TASK INSTRUCTIONS –
Go through the entries below and pick out every line with "Summarize".
*** Opening of MATERIAL SHOWN ***
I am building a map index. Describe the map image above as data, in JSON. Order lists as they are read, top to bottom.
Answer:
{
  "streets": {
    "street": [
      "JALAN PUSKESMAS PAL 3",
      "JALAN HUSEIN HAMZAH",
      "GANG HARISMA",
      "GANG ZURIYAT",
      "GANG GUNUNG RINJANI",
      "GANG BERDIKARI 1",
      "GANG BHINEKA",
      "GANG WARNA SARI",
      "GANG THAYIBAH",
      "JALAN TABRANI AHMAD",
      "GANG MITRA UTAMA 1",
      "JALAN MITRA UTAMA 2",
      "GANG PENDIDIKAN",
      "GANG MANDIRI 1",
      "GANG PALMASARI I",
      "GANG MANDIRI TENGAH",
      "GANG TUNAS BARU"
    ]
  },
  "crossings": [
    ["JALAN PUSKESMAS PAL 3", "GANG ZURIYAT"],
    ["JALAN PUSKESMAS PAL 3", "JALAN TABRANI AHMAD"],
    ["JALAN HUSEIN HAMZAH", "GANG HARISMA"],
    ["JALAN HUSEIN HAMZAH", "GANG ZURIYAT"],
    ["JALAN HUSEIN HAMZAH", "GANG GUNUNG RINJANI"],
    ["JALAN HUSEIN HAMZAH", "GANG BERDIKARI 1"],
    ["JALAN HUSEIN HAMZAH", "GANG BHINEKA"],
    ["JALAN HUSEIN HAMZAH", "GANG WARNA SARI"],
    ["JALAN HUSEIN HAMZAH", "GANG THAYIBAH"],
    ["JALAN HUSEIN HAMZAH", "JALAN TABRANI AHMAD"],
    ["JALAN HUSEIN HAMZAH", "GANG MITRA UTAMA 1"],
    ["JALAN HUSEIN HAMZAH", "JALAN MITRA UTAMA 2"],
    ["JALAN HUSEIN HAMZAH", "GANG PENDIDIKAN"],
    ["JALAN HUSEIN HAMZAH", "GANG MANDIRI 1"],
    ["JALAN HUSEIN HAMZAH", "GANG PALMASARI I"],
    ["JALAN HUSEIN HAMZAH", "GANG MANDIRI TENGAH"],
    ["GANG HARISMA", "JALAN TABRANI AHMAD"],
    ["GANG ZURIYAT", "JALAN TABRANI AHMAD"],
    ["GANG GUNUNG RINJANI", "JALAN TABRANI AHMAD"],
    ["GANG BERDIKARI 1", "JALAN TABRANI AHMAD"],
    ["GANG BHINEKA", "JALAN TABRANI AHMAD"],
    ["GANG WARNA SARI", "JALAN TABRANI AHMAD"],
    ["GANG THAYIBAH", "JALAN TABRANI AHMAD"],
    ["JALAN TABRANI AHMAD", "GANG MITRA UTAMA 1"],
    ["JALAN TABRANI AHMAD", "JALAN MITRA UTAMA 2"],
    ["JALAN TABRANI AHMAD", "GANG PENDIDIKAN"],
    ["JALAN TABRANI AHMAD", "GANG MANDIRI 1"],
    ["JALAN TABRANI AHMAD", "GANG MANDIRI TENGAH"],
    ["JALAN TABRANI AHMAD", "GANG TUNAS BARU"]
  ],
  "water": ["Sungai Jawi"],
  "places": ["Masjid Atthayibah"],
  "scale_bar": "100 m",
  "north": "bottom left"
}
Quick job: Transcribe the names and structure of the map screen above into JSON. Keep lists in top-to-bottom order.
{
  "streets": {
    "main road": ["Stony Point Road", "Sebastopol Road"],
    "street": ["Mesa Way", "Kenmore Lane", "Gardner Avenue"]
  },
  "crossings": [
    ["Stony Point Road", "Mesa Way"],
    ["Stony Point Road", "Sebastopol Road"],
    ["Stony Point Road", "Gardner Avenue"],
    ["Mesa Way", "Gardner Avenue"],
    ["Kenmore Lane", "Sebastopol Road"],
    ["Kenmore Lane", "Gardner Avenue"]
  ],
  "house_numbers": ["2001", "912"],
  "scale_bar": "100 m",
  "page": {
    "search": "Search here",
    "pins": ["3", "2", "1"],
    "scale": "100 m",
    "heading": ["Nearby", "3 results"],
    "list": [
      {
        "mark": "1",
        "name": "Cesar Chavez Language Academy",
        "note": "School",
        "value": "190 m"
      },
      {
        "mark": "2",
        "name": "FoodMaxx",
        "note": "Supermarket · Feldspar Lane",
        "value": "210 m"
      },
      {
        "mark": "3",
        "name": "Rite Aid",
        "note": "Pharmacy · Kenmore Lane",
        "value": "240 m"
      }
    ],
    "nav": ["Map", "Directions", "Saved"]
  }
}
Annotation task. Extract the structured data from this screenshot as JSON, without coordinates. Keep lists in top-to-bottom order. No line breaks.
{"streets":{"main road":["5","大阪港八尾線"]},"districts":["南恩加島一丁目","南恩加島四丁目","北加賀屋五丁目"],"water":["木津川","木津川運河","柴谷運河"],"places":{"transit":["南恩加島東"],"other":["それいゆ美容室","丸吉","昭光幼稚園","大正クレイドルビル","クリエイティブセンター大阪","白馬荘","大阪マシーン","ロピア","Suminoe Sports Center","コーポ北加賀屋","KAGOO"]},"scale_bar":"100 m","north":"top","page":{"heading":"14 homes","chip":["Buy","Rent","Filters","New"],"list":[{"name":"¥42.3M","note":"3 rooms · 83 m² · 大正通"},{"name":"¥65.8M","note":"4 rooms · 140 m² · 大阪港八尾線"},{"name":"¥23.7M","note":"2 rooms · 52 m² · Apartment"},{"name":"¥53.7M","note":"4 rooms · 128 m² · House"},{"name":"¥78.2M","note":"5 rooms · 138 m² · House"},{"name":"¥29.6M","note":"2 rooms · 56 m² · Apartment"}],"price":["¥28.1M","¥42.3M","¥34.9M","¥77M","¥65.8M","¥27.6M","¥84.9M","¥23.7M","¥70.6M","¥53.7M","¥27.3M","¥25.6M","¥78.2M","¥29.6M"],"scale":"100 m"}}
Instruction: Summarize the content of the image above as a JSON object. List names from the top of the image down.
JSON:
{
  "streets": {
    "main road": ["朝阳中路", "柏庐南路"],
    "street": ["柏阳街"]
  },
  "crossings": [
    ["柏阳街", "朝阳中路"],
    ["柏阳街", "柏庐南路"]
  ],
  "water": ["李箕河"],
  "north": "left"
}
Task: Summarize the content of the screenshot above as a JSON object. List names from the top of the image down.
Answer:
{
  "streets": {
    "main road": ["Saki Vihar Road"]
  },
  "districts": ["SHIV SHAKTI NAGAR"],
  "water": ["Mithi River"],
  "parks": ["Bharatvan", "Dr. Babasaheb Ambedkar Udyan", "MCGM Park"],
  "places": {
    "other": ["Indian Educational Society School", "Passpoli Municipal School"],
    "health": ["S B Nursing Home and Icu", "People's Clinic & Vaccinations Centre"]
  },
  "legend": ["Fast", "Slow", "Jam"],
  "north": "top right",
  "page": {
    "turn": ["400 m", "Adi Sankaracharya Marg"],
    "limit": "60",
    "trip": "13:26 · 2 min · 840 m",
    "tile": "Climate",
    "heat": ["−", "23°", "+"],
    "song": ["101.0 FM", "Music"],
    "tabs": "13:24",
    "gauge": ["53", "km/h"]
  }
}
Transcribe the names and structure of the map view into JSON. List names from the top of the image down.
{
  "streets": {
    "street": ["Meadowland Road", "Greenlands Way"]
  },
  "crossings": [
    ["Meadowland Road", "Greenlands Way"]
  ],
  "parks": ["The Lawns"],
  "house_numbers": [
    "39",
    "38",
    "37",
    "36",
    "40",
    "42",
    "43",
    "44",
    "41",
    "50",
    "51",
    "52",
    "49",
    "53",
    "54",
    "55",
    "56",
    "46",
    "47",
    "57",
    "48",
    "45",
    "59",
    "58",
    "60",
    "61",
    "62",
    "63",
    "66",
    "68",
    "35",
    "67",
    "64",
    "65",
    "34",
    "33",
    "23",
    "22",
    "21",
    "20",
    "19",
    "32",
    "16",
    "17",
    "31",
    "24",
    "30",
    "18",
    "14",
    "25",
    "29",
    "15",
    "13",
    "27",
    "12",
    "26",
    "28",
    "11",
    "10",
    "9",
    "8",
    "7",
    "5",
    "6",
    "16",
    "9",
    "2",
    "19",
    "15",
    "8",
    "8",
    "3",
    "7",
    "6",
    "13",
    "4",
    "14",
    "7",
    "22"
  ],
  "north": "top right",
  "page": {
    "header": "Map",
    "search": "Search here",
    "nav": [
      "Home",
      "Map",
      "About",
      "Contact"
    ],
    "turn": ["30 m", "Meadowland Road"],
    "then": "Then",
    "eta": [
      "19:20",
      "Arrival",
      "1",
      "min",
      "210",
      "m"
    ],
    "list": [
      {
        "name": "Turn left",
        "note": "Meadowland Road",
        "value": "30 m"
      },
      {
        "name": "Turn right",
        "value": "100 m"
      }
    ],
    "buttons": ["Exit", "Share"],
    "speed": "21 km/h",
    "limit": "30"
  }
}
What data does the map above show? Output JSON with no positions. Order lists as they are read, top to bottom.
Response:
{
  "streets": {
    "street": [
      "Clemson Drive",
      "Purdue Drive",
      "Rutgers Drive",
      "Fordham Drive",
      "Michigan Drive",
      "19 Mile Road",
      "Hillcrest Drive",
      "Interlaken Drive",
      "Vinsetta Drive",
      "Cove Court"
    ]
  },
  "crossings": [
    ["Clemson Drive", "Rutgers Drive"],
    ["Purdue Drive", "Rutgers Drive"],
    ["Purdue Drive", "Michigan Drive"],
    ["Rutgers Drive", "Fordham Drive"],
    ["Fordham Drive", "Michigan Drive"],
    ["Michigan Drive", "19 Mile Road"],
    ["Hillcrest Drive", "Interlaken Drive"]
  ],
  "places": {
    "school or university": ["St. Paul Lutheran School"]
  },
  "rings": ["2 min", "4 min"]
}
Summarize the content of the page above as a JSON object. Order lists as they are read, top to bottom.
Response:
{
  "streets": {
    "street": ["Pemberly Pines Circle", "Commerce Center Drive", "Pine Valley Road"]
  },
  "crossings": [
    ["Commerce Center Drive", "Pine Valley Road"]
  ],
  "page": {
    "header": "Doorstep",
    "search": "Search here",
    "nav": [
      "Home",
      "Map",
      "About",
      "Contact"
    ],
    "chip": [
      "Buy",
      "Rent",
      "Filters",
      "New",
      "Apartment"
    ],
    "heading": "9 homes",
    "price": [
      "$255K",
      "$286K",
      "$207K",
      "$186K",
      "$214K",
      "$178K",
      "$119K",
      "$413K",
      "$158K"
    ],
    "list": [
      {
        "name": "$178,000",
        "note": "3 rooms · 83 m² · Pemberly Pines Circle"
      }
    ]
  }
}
*** Close of MATERIAL SHOWN ***
REPLY –
Instruction: Summarize the content of the image above as a JSON object. List names from the top of the image down.
Task: Summarize the content of the screenshot above as a JSON object. List names from the top of the image down.
Summarize the content of the page above as a JSON object. Order lists as they are read, top to bottom.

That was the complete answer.